Each line with the word "Emerald" must appear in the answer, copied from the records.

── Data for processing ──

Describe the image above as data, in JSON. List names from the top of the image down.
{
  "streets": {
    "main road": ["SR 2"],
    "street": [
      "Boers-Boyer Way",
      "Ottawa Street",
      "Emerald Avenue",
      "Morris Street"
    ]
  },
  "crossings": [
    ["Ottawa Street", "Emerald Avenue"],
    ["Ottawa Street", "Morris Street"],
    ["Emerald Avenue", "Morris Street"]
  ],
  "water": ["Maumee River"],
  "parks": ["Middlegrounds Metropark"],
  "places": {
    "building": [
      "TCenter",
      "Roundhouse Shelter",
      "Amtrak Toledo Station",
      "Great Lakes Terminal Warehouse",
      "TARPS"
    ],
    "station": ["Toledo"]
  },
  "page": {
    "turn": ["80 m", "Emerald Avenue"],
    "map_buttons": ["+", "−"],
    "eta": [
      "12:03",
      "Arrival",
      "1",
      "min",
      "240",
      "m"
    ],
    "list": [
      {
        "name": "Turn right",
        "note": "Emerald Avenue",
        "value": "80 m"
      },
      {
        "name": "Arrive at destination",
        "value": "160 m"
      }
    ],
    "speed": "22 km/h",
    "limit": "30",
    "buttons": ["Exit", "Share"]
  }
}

───

* _Exercise answer_:
      "Emerald Avenue",
    ["Ottawa Street", "Emerald Avenue"],
    ["Emerald Avenue", "Morris Street"]
    "turn": ["80 m", "Emerald Avenue"],
        "note": "Emerald Avenue",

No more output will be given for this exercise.